A Developer Workflow for Modern AWS Serverless Applications

Modern serverless applications on AWS are complex with a lot of moving parts. Mapping a developer workflow onto those applications can be difficult. This article discusses the developer workflow I have developed for complex serverless applications at aleph0, with example CloudFormation template and GitHub Action snippetes to illustrate the concepts.

Goals for Developer Workflow

An efficient developer workflow compatible with team growth and modern practices, e.g., CI/CD, Infrastructure as Code, etc.
Separate environments for staging, production, etc. are a requirement.

Assumptions for Developer Workflow

An AWS serverless architecture, per the title. A straw man architecture is documented below for the sake of this discussion.
Serverless components are managed independently. While managing everything together (i.e., in a single CloudFormation template) can simplify things, it’s important that the process survive growth in team size, complexity, etc.

Example Architecture

This article will use the following architecture to drive the discussion:

The architecture uses an API Gateway REST API to define endpoints that use StartSyncExecution to invoke an Express Step Function, which in turn invokes Lambda function(s) and/or other AWS services.

Building APIs with this architecture involves coordinating changes to three different components, all of which must work together:

API Gateway mapping template, one per endpoint
Express Step Function, one per endpoint
Lambda Function, one per microservice

The remainder of this discussion focuses on a developer workflow for building an application with this architecture.

Tools and Techniques

The developer workflow makes use of several modern best practices, which are outlined here. The tech stack this workflow uses to implement these practices are as follows:

Certainly, these tools could easily be substituted for others — GitLab for GitHub, Jenkins for GitHub Actions, and so on — but this workflow uses the above tooling.

Continuous Integration and Continuous Delivery

CICD — or Continuous Integration and Continuous Delivery — is a form of developer tooling that takes code changes and builds, validates, and deploys them automatically. It’s a cornerstore of modern development workflows and all developer workflows should use it. There are many reasons why, which have already been discussed at length online, but here are just a few:

Efficiency.
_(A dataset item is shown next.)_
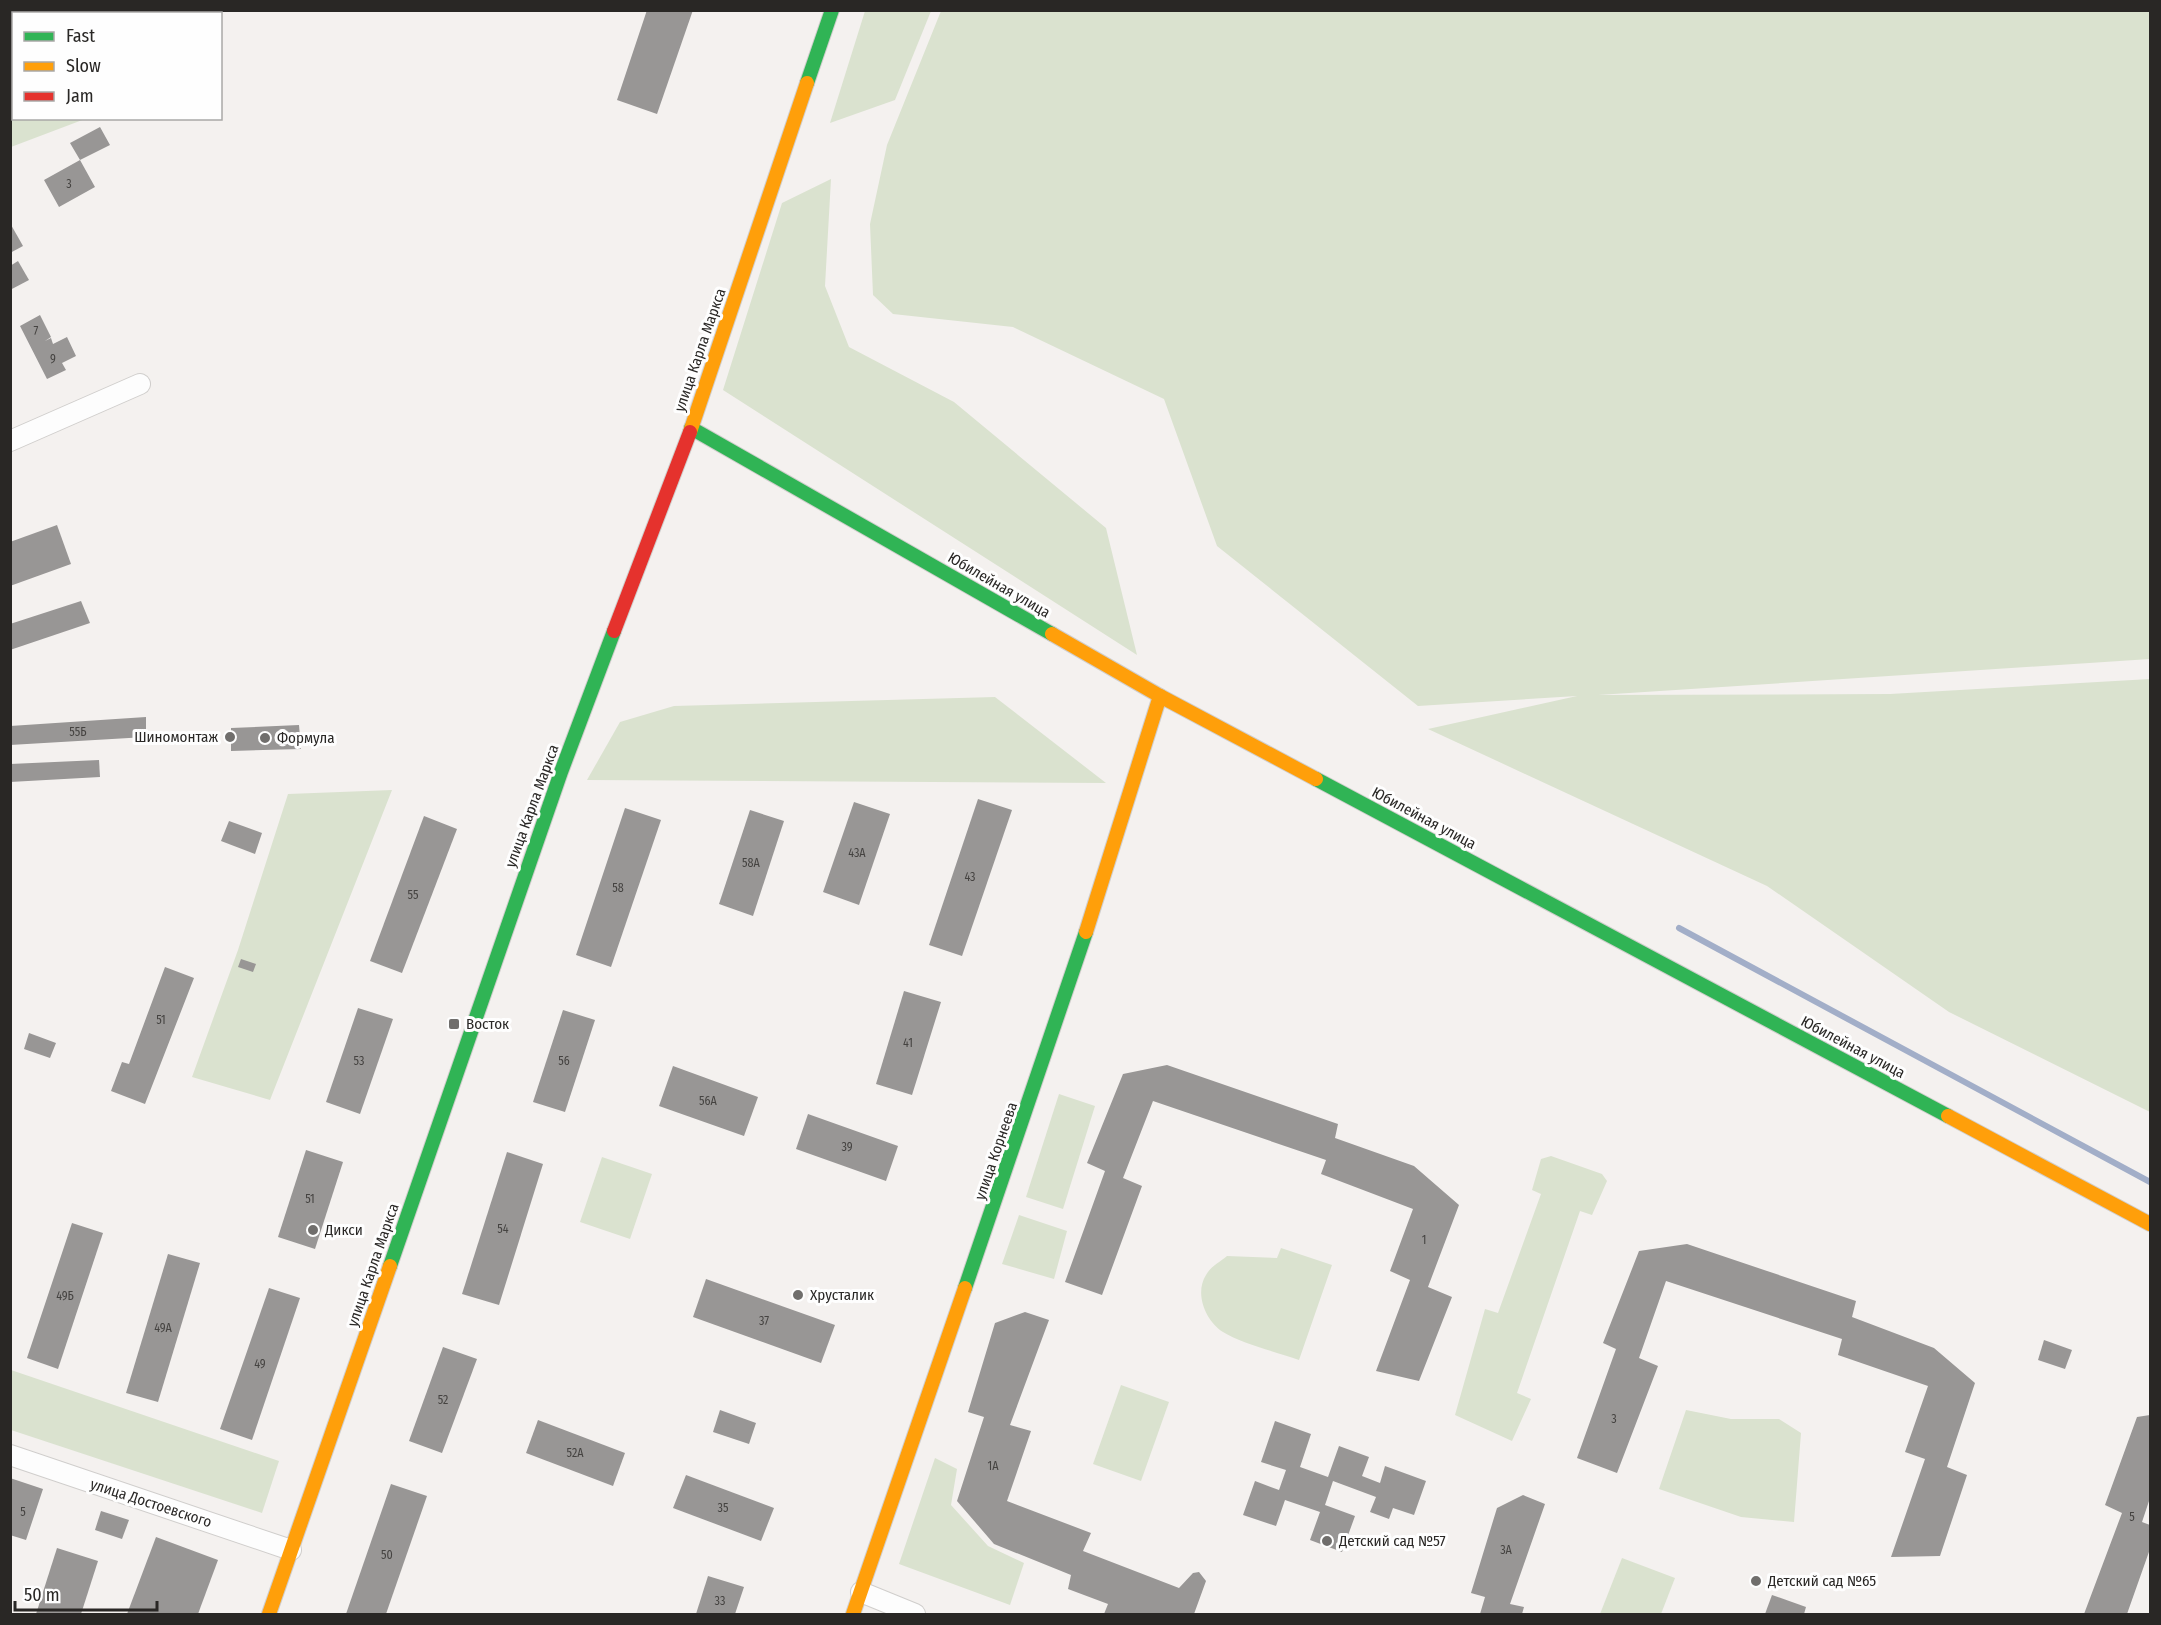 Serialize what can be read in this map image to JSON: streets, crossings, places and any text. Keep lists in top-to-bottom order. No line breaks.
{"streets":{"street":["улица Карла Маркса","Юбилейная улица","улица Корнеева","улица Достоевского"]},"crossings":[["улица Карла Маркса","Юбилейная улица"],["улица Карла Маркса","улица Достоевского"],["Юбилейная улица","улица Корнеева"]],"places":{"other":["Шиномонтаж","Формула","Дикси","Хрусталик","Детский сад №57","Детский сад №65"],"transit":["Восток"]},"house_numbers":["3","7","9","55Б","43А","58А","43","58","55","51","41","53","56","56А","39","51","54","1","49Б","37","49А","49","52","3","52А","1А","35","5","5","3А","50","33"],"legend":["Fast","Slow","Jam"],"scale_bar":"50 m"}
Developers should be able to see the results of their code changes live on demand, preferably in 5 minutes or less. Wait is waste.
Consistency. Computers are better at performing tasks the same way than humans are. Putting computers in charge of deployments reduces deployment errors.
Security. Fewer people need access to the staging and production environments.
Definition of Done. Features are not done until their tests are passing in CI, and they are working in staging as deployed by CD.
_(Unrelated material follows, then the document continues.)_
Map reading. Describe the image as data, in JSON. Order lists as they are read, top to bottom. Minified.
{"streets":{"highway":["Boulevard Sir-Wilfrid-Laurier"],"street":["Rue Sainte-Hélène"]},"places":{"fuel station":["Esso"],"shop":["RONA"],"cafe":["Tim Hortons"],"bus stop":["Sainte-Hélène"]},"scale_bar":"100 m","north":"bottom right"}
This developer workflow uses the following (simple, bog-standard) CI/CD pipeline:

When a developer is ready to submit a code change, they push to GitHub. After the change has passed the team’s code review process and been accepted, a CI/CD process runs as a GitHub action, which ultimately deploys the code change to AWS.

References to CI/CD in the rest of the workflow are talking about this pipeline.

Infrastructure as Code

IaC — or Infrastructure as Code — is another form of developer tooling that takes a description of a software deployment and assembles it automatically. IaC is another cornerstone of modern development practices that all workflows should use. Its virtues have also been extolled online, but here are a few for reference:

Efficiency. Developers should be able to see the results of their code changes live on demand, preferably in 5 minutes or less. Wait is waste.
Consistency. Computers are better at performing tasks the same way than humans are. Putting computers in charge of deployments reduces deployment errors.
Security. Fewer people need access to the staging and production environments.
Definition of Done. Features are not done until their tests are passing in CI, and they are working in staging as deployed by CD.
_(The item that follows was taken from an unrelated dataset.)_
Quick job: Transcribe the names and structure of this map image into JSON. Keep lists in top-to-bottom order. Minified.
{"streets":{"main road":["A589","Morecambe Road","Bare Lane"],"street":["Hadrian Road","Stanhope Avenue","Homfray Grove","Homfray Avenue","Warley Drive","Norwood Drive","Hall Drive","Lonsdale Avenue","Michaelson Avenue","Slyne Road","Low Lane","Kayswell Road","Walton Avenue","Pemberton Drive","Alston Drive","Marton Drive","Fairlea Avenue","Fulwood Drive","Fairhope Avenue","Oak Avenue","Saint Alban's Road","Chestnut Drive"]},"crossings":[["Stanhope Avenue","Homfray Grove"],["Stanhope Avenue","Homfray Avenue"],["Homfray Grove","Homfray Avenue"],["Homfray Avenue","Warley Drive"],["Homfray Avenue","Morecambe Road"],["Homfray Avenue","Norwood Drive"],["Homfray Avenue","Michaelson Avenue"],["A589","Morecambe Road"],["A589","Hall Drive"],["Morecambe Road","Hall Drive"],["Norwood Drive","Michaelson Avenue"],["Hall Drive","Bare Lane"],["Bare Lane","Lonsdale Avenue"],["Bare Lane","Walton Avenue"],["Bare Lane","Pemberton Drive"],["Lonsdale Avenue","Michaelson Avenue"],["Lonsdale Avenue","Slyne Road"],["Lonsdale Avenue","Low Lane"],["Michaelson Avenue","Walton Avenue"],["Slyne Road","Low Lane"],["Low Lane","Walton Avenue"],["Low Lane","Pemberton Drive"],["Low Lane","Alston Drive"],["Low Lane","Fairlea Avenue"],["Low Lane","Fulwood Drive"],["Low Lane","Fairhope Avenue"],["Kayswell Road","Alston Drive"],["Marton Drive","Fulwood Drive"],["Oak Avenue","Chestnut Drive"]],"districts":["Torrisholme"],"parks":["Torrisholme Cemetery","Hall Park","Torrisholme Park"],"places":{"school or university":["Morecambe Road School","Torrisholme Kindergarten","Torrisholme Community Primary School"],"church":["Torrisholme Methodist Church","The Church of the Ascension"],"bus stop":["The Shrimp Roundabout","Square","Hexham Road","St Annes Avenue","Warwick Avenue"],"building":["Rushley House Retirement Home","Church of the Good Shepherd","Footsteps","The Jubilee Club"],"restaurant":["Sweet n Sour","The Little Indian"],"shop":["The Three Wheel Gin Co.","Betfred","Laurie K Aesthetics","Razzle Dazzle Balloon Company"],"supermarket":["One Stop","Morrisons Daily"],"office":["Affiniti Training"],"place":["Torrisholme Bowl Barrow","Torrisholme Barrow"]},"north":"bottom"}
The list should look familiar.

Given the nature of the task — building serverless architectures in AWS — this developer workflow uses AWS CloudFormation for IaC with the Serverless Application Model (SAM) transformation for ease of use.

References to IaC in the rest of the workflow, including sample templates, are talking about this stack.

Developer Workflow

Per the above architecture and assumptions, the Lambda Functions, Step Functions, and the REST API are all managed separately. It’s possible to manage all of these things together in one CloudFormation template, but that makes things simpler, so this discussion assumes everything is managed independently. It would not be difficult to adapt this process to the simpler case where everything is managed together.

Lambda Function Workflow

Each Lambda Function implements a microservice, and therefore has its own repository and can be deployed independently. The developer workflow for Lambda Functions is the standard CI/CD pipeline. The deployment is implemented as a SAM template, which allows it publish a new Lambda Function version and alias automatically on each deploy.

So when developers push a code change to a Lambda Function repository, the updated code becomes available in the cloud shortly thereafter under an alias, e.g., “stag” short for “staging”.

CloudFormation Template Snippet

This snippet shows the relevant details of the CloudFormation template. The below CD workflow assumes the template is stored at /cfn.yml in the GitHub repository.

Note that the resource is of type AWS::Serverless::Function, not AWS::Lambda::Function.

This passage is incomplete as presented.